Don't even consider the different applications being a problem as every application for every one of the *ubuntu family of OSs is available and can be installed in any other of the OSs, for example, many gnome ubuntu users insist on having k3b as their disk burner software, even though it is from the kde kubuntu desktop.

IWantFroyo
June 27th, 2012, 10:57 PM
The different applications sometimes use different libraries. I find that on old hardware sticking with as few dependencies running as possible is better. Your computer is good enough that you shouldn't have to worry about that.

Ubuntu - GTK3
Gnome-shell - GTK3
XFCE - GTK2 (I think)
KDE - Qt

700
June 28th, 2012, 04:01 PM
Processor makes a huge difference.
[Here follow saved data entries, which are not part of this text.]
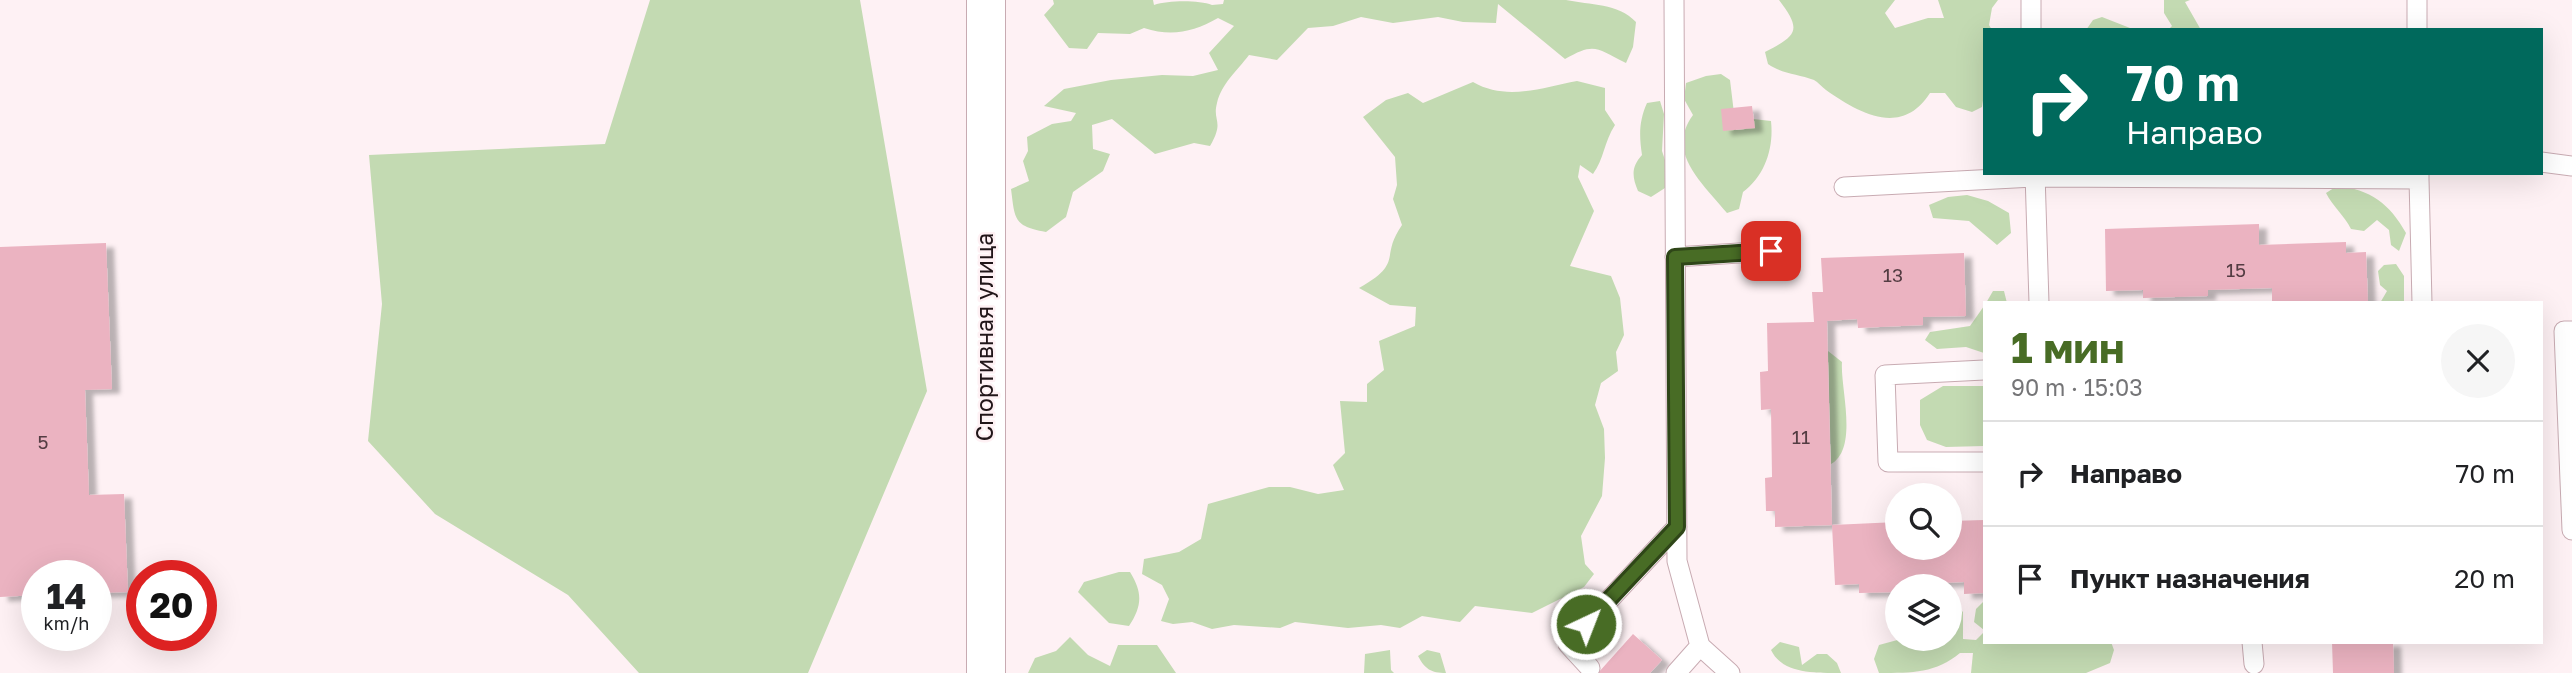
<!DOCTYPE html>
<html lang="ru">
<head>
<meta charset="utf-8">
<style>
  :root { --surface:#fff; --page:#f6f6f6; --text:#202124; --muted:#757577; --line:#e0e0e0; --accent:#486c25 }
  body { margin:0; font-family:"Golos Text",sans-serif; background:var(--page); color:var(--text); height:100vh; display:flex; flex-direction:column; font-size:26px; white-space:nowrap }
  * { box-sizing:border-box; margin:0 }
  p { font-size:23px; color:var(--muted) }
  .icon { flex:none; width:38px; height:38px; fill:none; stroke:currentColor; stroke-width:2; stroke-linecap:round; stroke-linejoin:round }
  .map { position:relative; flex:1; overflow:hidden }
  .panel { position:absolute; left:1983px; top:301px; width:560px; height:343px; display:flex; flex-direction:column; background:var(--surface); border-radius:0px; box-shadow:0 7px 28px #0002 }
  .panel>* { flex:none }
  .hud { position:absolute; left:1983px; top:28px; width:560px; height:147px; border-radius:0px; box-shadow:0 7px 28px #0002; background:#00695c; color:#fff; overflow:hidden }
  .controls { position:absolute; left:1885px; top:483px; display:grid; gap:14px }
  .controls a { display:grid; place-items:center; width:77px; height:77px; border-radius:50%; background:var(--surface); box-shadow:0 7px 28px #0002; font-size:35px }
  .speed { position:absolute; left:21px; top:560px; display:flex; gap:14px; font-size:35px; font-weight:700; text-align:center }
  .speed>* { display:grid; place-content:center; width:91px; height:91px; border-radius:50%; background:var(--surface); box-shadow:0 7px 28px #0002; line-height:1 }
  .speed small { font-size:18px; font-weight:400 }
  .speed .limit { border:10px solid #d22; background:#fff; color:#111 }
  .pin { position:absolute; display:grid; place-items:center; width:60px; height:60px; color:#fff; margin:-30px; border-radius:14px; box-shadow:0 4px 10px #0006 }
  .me { position:absolute; width:77px; margin:-38px; rotate:43deg; stroke-linejoin:round; filter:drop-shadow(0 0 5px #0008) }
  .turn { display:flex; align-items:center; gap:24px; height:147px; padding:0 28px; font-size:32px }
  .turn .icon { width:91px; height:91px; stroke-width:2.5 }
  .turn b { display:block; font-size:49px; line-height:60px }
  .round { display:grid; place-items:center; flex:none; width:74px; height:74px; border-radius:37px; background:var(--page) }
  .overview { display:flex; align-items:center; justify-content:space-between; height:119px; padding:0 28px }
  h1 { font-size:42px; font-weight:700; line-height:52px; color:var(--accent) }
  ul { padding:0; list-style:none }
  li { display:flex; align-items:center; gap:21px; height:105px; padding:0 28px; border-top:2px solid var(--line) }
  li div { flex:1 }
  li b { display:block; font-size:26px }
  li em { font-style:normal }
  .map>svg:first-child { display:block }
  .green { fill:#c3dab2 }
  .building { fill:#ebb3c1; filter:url(#shadow) }
  .lines { fill:none; stroke-linecap:round; stroke-linejoin:round }
  .service-casing { stroke:#c8abb2; stroke-width:21 }
  .minor-casing { stroke:#c8abb2; stroke-width:40 }
  .service { stroke:#fff; stroke-width:19 }
  .minor { stroke:#fff; stroke-width:38 }
  .route-casing { stroke:#2f4618; stroke-width:18 }
  .route { stroke:#486c25; stroke-width:12 }
  .labels { text-anchor:middle; stroke-width:5; stroke-linejoin:round; paint-order:stroke }
  .number-label { font-size:19px; fill:#543d43 }
  .street-label { font-size:23px; fill:#211619; stroke:#fef1f4 }
</style>
</head>
<body>
<div class="map">
<svg width="2572" height="673" viewBox="0 0 2572 673">
  <defs>
    <filter id="shadow"><feDropShadow dx="8" dy="4.5" stdDeviation="2" flood-color="#0004"/></filter>
  </defs>
  <rect width="100%" height="100%" fill="#fef1f4"/>
  <path class="green" d="M650 0H860L927 391 808 673H639L568 595 435 514 368 441 382 304 369 155 605 144Z
    M1053 0H1153L1154 5C1169 0 1199 0 1212 5L1223 4 1224 0H1566C1590 5 1618 3 1636 22L1633 47 1626 63C1596 48 1595 42 1565 59L1498 4 1496 23 1463 22 1438 17 1393 23 1361 17 1333 26 1308 28 1277 60 1249 55C1237 71 1222 83 1217 103 1212 122 1225 120 1210 146L1194 143 1155 154 1112 119 1092 125 1093 149 1110 154 1103 171 1073 192 1066 217 1046 232C1013 226 1015 219 1011 189L1029 181 1023 161 1028 151 1027 137 1052 124 1071 121 1076 113 1044 106 1064 89 1111 80 1162 75 1193 76 1218 70 1209 53 1234 26 1218 18C1193 32 1172 37 1144 28L1130 34 1098 33 1087 49 1069 48 1044 15 1054 4Z
    M1779 0H1895L1885 13 1895 28 1928 18H1944L1938 0H1998L1992 8 1989 25 1992 30H1984V94L1982 107 1972 112 1956 107 1945 93H1930C1902 137 1860 114 1826 90 1822 87 1818 82 1814 80 1798 74 1782 74 1768 64L1765 52C1799 35 1801 29 1779 0Z
    M2164 0H2190L2185 2 2201 30H2168L2172 26 2164 13Z
    M2102 17 2130 28 2131 30H2086L2093 20Z
    M1721 74 1730 80 1736 130 1745 129 1753 119 1771 121C1774 148 1765 176 1743 192L1739 209 1727 213C1703 183 1665 153 1693 115L1684 99 1686 83 1706 76Z
    M1577 81 1605 88V110L1615 125C1604 142 1604 159 1593 174L1580 165 1578 177 1594 211 1570 266 1611 276 1620 298 1624 335 1616 352 1618 371 1601 383 1595 405 1604 429 1605 458 1602 496 1581 536 1585 564 1594 574 1584 587 1532 613 1475 606 1460 622 1422 616 1400 628 1381 625 1348 628 1295 622 1280 628 1234 625 1212 629 1192 622 1173 624 1161 621 1169 599 1162 585 1142 574 1144 559 1179 552 1201 539 1208 504 1269 487H1290L1318 494 1344 490 1333 465 1345 453 1340 401 1367 402V384L1384 370 1379 341 1415 326 1416 307 1390 305 1359 288C1405 262 1379 258 1402 225L1393 199 1397 185 1395 157 1363 117 1386 100 1408 93 1423 103 1473 82C1506 101 1541 88 1577 81Z
    M1660 101 1664 114 1662 151 1667 166 1665 188 1651 197 1638 191C1632 177 1631 167 1642 155 1639 135 1639 121 1647 103Z
    M2337 186C2370 189 2390 204 2406 233L2399 251 2391 245 2389 230 2377 220 2364 231 2351 229C2344 215 2333 207 2326 193Z
    M1967 195 1988 201 2009 213 2011 233 1997 245 1969 221 1933 218 1929 205 1948 197Z
    M2396 264 2404 276V303H2380L2387 291 2380 285 2378 271 2384 265Z
    M1993 291H2004L2007 303H1986Z
    M1984 306V353L1966 347 1937 349 1925 340 1930 332 1970 326Z
    M1828 351 1842 362C1840 388 1859 448 1831 464Z
    M1943 386H1984V446L1946 447 1927 440 1920 425V400Z
    M1119 572H1130C1143 593 1142 606 1129 626L1109 623 1078 592 1084 582Z
    M1952 601 1963 612V639L1976 640 1984 632V642H2111L2114 650 2110 663 2086 673H1971L1973 653H1960C1936 673 1913 673 1879 673L1874 659 1879 645 1901 639H1950V603Z
    M1984 601V630L1974 622 1976 609Z
    M1070 637 1088 655 1110 666 1118 645H1157L1176 673H1028L1035 658 1056 651Z
    M1780 642 1799 647 1802 665 1817 654H1827L1837 663 1841 673C1812 673 1782 673 1771 650Z
    M1390 650 1391 670 1394 673H1364L1365 654Z
    M1427 650 1440 653 1446 673C1431 673 1425 669 1418 656Z"/>
  <path class="building" d="M1752 106 1755 128 1723 131 1721 109Z
    M2259 224V245L2346 242V253L2366 252 2368 303H2272V288L2208 290V296L2143 298V290L2106 291 2105 229Z
    M106 243 112 389 85 390 89 495 124 494 128 592 96 593V576H37V595L0 597V247Z
    M1964 253 1966 316 1923 317V325L1858 328 1857 319 1827 321 1832 525 1775 527V511H1766L1765 478 1772 477 1771 409 1761 410 1760 372 1768 371 1767 323 1814 322 1812 292H1823L1821 258Z
    M1984 520V593L1964 594V582L1911 584V586H1897V592L1859 593V584L1835 585 1832 525 1897 522V548H1950V521Z
    M1633 634 1662 660 1650 673H1598Z
    M2332 642H2393L2394 673H2333Z"/>
  <g class="lines">
    <g class="service-casing">
      <path id="service" d="M1674 0 1677 561 1700 646 1730 673
        M2031 0V30
        M2417 0V30
        M2541 162 2572 166
        M2035 173 2039 303
        M2419 179 2422 303
        M1844 187 2036 177 2419 179V173
        M1675 257 1771 251
        M2572 331H2564L2572 530
        M1984 370 1885 375 1888 462H1984
        M2252 642 2254 664
        M1590 668 1568 644 1677 527
        M1676 673 1700 646"/>
    </g>
    <g class="minor-casing">
      <path id="minor" d="M986 0V673"/>
    </g>
    <use href="#service" class="service"/>
    <use href="#minor" class="minor"/>
  </g>
  <g class="lines">
    <g class="route-casing">
      <path id="route" d="M1586 624 1677 527 1675 257 1771 251"/>
    </g>
    <use href="#route" class="route"/>
  </g>
  <g class="labels">
    <g class="number-label">
      <text x="2236" y="277">15</text>
      <text x="1893" y="282">13</text>
      <text x="1801" y="444">11</text>
      <text x="43" y="449">5</text>
    </g>
    <g class="street-label">
      <text transform="translate(985 337) rotate(-90)" y="8">Спортивная улица</text>
    </g>
  </g>
</svg>
<div class="controls">
<a><svg class="icon" aria-label="search" viewBox="0 0 24 24"><circle cx="10" cy="10" r="6"/><path d="M15 15l6 6"/></svg></a>
<a><svg class="icon" aria-label="layers" viewBox="0 0 24 24"><path d="M12 4l9 5-9 5-9-5zM3 14l9 5 9-5"/></svg></a>
</div>
<div class="speed"><div>14<small>km/h</small></div><div class="limit">20</div></div>
<div class="pin" style="left:1771px;top:251px;background:#d93025"><svg class="icon" aria-label="arrive" viewBox="0 0 24 24"><path d="M6 21V4h12l-3 4 3 4H6"/></svg></div>
<svg class="me" style="left:1586px;top:624px" viewBox="-20 -20 40 40"><circle r="17" fill="#486c25" stroke="#fff" stroke-width="3"/><path d="M0-11L8 9 0 5-8 9z" fill="#fff"/></svg>
<div class="hud">
<div class="turn"><svg class="icon" aria-label="right" viewBox="0 0 24 24"><path d="M7 20v-9h11M14 6l5 5-5 5"/></svg><div><b>70 m</b>Направо</div></div>
</div>
<section class="panel">
<div class="overview"><div><h1>1 мин</h1><p>90 m · 15:03</p></div><a class="round"><svg class="icon" aria-label="close" viewBox="0 0 24 24"><path d="M6 6l12 12M18 6L6 18"/></svg></a></div>
<ul>
<li><svg class="icon" aria-label="right" viewBox="0 0 24 24"><path d="M7 20v-9h11M14 6l5 5-5 5"/></svg><div><b>Направо</b></div><em>70 m</em></li>
<li><svg class="icon" aria-label="arrive" viewBox="0 0 24 24"><path d="M6 21V4h12l-3 4 3 4H6"/></svg><div><b>Пункт назначения</b></div><em>20 m</em></li>
</ul>
</section>
</div>
</body>
</html>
I had to update my bios on my new computer with 2 core processor, because factory bios wasn't ready for 8 cores, so I experienced a comparison between both. While 2 core processor was 100% easy busy, 8 core is usually not busy (because everything has done) or 40% busy on first 2 cores (multiple tabs on multiple browsers + other software running).